What you are asked to do
Please copy every line below that contains the string "water".

Information shown
──────────────────────────────
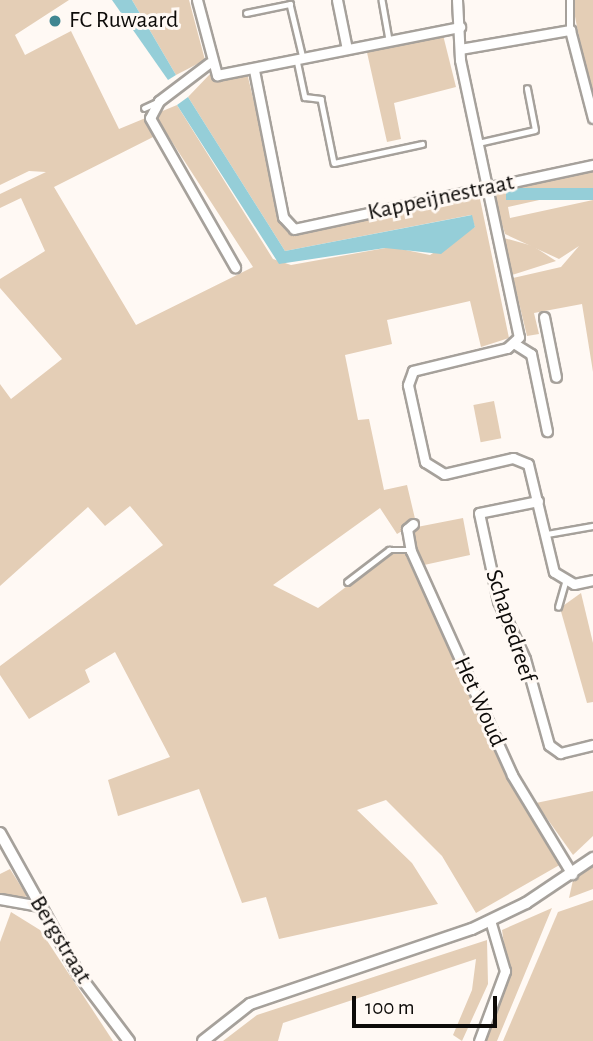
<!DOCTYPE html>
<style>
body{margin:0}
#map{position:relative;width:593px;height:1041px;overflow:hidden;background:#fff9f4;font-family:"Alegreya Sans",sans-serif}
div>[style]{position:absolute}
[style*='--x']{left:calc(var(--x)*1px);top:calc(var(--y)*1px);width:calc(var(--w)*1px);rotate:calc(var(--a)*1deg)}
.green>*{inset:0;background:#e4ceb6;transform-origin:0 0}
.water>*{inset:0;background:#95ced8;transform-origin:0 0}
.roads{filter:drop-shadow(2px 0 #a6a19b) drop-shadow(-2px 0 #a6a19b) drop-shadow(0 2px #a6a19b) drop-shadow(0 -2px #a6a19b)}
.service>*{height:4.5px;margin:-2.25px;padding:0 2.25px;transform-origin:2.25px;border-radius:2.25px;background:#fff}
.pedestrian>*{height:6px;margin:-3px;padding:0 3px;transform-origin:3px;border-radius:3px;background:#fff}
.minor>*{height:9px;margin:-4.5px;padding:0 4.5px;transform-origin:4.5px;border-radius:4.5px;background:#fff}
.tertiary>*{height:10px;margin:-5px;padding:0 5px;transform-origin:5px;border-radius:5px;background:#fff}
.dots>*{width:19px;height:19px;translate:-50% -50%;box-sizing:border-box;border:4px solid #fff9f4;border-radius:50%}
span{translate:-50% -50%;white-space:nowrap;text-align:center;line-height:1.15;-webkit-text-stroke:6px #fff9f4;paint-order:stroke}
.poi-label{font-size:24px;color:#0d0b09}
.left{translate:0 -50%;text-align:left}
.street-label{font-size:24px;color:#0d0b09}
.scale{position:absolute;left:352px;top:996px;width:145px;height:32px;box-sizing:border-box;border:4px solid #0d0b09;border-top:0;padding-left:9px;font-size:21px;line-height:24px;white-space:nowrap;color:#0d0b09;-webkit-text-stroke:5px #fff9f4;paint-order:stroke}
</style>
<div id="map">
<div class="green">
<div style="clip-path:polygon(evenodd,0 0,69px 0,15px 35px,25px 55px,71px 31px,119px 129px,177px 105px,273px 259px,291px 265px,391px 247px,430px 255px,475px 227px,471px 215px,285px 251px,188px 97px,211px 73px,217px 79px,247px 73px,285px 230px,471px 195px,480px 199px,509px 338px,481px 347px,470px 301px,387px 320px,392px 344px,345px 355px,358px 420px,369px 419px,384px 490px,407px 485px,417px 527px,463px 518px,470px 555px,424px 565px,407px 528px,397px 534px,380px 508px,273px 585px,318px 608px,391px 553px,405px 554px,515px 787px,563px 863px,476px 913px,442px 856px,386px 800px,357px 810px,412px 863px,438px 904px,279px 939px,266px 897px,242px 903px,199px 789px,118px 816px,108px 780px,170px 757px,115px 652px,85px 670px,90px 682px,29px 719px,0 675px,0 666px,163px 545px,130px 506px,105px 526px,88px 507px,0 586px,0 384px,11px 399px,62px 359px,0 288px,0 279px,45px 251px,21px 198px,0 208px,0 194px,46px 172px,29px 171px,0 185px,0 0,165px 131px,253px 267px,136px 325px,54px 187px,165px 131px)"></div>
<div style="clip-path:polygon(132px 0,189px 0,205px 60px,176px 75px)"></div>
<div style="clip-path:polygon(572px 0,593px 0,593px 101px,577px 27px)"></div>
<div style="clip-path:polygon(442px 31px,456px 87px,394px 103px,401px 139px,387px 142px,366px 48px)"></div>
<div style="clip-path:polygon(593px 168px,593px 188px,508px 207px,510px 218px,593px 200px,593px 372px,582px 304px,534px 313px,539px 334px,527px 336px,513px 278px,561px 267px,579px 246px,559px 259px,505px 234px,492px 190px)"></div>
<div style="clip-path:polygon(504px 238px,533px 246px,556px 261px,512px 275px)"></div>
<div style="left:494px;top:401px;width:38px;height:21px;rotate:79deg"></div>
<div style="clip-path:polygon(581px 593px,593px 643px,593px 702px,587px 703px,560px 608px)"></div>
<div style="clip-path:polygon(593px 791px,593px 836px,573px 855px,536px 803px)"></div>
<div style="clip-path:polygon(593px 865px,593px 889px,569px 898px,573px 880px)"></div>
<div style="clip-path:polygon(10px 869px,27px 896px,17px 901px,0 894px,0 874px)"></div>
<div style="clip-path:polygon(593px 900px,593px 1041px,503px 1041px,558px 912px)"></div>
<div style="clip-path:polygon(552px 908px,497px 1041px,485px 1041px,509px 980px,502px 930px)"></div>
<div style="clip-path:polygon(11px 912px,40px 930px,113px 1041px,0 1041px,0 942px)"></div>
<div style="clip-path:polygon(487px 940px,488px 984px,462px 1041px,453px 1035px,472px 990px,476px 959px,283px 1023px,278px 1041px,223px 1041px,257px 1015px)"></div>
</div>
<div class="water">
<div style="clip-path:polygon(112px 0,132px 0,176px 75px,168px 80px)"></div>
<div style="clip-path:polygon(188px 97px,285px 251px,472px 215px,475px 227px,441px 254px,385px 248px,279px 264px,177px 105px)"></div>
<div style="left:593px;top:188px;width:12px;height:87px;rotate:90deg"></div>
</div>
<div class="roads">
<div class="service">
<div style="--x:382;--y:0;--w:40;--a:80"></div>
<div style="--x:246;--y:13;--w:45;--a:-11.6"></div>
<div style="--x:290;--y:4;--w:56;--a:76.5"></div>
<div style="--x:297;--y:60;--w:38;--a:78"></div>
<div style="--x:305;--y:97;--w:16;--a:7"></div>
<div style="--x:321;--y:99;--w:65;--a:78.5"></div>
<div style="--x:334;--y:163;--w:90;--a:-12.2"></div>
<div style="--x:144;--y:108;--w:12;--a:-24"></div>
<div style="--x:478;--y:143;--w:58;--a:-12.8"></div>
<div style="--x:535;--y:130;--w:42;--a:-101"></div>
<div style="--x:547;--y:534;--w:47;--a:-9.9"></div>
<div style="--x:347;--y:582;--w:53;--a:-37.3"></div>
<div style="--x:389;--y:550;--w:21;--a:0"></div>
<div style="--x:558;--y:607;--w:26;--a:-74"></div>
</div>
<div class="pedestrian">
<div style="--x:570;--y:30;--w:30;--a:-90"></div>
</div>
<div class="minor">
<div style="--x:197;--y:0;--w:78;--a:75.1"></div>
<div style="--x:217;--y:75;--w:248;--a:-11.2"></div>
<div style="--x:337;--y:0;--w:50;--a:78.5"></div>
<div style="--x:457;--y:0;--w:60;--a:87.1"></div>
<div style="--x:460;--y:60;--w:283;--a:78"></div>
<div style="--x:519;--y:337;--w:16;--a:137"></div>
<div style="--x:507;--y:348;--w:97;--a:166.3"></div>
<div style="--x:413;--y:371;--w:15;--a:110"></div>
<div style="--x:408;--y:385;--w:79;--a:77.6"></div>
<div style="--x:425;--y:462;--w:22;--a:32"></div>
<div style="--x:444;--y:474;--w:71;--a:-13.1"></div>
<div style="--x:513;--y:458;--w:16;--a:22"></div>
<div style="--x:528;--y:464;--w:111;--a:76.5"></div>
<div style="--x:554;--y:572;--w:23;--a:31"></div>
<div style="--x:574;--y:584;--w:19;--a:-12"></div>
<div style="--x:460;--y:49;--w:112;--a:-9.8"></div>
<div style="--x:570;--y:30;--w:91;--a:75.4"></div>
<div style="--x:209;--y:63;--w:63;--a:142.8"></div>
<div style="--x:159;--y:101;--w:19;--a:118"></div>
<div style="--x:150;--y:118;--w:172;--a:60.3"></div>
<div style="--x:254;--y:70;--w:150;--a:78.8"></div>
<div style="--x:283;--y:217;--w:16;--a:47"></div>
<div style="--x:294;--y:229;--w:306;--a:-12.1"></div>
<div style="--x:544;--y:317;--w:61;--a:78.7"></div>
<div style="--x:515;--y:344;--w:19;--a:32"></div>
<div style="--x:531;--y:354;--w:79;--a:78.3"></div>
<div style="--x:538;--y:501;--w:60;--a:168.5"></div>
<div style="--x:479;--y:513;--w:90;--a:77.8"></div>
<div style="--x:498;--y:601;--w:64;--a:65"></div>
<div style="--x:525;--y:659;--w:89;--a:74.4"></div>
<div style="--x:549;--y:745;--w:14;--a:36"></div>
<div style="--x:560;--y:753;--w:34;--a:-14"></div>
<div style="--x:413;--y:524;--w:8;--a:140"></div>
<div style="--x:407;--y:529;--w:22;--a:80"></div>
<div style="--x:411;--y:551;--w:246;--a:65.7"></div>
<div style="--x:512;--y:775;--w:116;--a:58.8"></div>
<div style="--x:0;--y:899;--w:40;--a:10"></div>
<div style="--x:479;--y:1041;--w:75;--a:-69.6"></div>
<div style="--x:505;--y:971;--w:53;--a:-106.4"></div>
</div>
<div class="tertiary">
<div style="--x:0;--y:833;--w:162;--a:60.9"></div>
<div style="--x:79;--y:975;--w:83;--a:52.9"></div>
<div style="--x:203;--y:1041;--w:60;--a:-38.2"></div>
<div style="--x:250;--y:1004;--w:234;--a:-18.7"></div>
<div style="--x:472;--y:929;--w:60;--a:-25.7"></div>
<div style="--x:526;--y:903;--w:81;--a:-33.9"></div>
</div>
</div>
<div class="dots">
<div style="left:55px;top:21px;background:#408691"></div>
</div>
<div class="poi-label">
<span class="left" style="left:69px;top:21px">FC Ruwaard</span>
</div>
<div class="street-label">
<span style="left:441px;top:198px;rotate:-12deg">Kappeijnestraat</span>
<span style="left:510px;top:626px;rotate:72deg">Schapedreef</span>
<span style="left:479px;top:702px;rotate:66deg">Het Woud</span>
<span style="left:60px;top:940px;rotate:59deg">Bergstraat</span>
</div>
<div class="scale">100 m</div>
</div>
──────────────────────────────
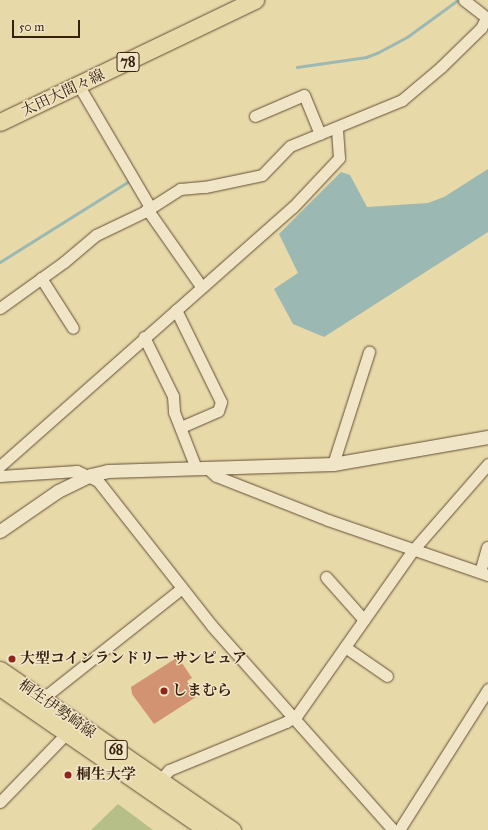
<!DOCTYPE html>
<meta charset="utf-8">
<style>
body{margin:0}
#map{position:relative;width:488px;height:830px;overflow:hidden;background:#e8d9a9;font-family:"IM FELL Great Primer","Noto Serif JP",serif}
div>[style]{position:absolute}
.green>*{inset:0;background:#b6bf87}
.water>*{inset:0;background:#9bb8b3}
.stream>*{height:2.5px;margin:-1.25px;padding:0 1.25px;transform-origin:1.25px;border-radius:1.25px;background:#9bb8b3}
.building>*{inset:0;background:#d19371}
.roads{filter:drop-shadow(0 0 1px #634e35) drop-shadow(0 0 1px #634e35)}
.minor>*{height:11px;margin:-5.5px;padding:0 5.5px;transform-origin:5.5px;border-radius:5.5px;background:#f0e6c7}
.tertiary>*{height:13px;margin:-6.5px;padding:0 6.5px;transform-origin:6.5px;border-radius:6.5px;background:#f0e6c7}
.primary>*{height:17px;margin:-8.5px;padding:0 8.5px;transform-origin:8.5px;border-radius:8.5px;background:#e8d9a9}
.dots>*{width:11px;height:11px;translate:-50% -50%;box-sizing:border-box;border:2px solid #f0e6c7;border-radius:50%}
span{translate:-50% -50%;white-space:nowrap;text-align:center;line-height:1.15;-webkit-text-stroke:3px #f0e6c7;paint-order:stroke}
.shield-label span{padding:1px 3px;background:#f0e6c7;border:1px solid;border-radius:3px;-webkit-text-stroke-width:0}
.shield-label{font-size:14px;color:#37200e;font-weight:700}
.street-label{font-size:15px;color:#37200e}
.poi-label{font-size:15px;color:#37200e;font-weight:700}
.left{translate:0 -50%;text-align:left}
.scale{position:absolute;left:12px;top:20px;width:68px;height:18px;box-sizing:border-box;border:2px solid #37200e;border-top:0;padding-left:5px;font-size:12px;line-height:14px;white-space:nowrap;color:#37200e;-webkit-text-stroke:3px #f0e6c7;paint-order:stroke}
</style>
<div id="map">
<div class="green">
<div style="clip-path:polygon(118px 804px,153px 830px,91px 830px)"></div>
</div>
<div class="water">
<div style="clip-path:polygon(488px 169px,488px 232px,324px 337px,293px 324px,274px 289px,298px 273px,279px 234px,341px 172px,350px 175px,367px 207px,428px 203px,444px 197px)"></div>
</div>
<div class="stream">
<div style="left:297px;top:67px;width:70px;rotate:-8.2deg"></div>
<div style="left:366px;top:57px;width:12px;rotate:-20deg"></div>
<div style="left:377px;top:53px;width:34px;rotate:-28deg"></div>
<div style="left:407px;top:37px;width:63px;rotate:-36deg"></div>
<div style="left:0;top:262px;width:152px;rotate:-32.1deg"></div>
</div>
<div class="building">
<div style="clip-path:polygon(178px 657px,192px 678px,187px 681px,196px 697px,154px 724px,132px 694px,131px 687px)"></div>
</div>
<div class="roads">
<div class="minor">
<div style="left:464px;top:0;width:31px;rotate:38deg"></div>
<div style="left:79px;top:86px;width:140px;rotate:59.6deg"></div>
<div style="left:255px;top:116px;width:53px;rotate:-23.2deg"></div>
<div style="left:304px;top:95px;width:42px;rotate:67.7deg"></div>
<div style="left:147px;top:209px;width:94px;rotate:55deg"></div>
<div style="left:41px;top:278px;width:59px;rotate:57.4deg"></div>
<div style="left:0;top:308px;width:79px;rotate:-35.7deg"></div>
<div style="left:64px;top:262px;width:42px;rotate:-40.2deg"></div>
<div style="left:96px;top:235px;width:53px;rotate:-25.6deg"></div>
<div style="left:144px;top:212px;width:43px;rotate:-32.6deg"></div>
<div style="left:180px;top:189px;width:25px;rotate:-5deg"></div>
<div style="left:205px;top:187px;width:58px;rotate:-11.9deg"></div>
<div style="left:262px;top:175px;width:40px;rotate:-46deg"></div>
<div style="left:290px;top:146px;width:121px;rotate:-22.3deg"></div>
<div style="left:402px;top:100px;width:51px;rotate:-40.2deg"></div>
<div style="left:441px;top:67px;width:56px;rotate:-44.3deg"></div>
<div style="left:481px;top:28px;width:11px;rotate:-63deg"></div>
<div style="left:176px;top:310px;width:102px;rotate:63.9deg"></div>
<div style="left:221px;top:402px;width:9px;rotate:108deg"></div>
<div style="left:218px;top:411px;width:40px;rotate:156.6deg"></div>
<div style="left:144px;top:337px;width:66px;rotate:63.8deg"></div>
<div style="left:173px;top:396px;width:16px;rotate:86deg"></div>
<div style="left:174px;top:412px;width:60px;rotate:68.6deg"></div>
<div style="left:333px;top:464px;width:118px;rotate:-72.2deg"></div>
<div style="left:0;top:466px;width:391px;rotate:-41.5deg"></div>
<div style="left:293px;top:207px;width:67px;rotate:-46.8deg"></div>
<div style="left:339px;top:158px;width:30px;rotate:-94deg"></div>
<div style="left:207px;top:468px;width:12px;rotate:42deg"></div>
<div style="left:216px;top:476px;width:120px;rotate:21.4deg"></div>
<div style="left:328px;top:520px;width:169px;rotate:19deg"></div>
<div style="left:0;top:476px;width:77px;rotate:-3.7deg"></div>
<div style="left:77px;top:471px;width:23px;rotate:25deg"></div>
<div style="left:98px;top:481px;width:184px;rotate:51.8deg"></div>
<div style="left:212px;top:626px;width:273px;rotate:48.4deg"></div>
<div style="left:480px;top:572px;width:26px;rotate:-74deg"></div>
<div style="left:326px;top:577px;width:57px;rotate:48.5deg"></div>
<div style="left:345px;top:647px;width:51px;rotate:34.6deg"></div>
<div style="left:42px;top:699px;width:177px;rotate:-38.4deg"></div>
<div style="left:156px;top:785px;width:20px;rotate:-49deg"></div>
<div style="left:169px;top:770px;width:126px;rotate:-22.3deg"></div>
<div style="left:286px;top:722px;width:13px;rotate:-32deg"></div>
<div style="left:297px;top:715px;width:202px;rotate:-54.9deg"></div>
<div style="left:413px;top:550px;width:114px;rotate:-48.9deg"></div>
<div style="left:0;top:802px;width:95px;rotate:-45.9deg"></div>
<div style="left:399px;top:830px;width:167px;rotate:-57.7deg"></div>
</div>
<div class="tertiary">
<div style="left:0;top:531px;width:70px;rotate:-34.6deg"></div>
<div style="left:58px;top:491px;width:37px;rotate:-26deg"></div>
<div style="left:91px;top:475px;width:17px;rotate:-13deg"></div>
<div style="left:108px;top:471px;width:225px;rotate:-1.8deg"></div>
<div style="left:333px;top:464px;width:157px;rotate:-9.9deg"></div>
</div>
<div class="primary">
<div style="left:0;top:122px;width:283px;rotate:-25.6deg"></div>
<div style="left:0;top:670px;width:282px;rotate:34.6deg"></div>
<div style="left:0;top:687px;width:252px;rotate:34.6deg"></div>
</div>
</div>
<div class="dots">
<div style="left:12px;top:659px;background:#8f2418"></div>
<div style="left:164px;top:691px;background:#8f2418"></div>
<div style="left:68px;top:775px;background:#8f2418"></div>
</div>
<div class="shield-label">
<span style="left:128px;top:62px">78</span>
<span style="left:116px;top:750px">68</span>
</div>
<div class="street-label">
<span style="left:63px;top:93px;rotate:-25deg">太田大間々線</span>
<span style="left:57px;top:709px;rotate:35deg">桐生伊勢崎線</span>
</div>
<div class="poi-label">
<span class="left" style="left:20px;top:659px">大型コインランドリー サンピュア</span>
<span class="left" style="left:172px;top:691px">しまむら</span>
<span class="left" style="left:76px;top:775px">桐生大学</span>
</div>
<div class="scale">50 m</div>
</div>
──────────────────────────────
Task response
.water>*{inset:0;background:#95ced8;transform-origin:0 0}
<div class="water">
.water>*{inset:0;background:#9bb8b3}
<div class="water">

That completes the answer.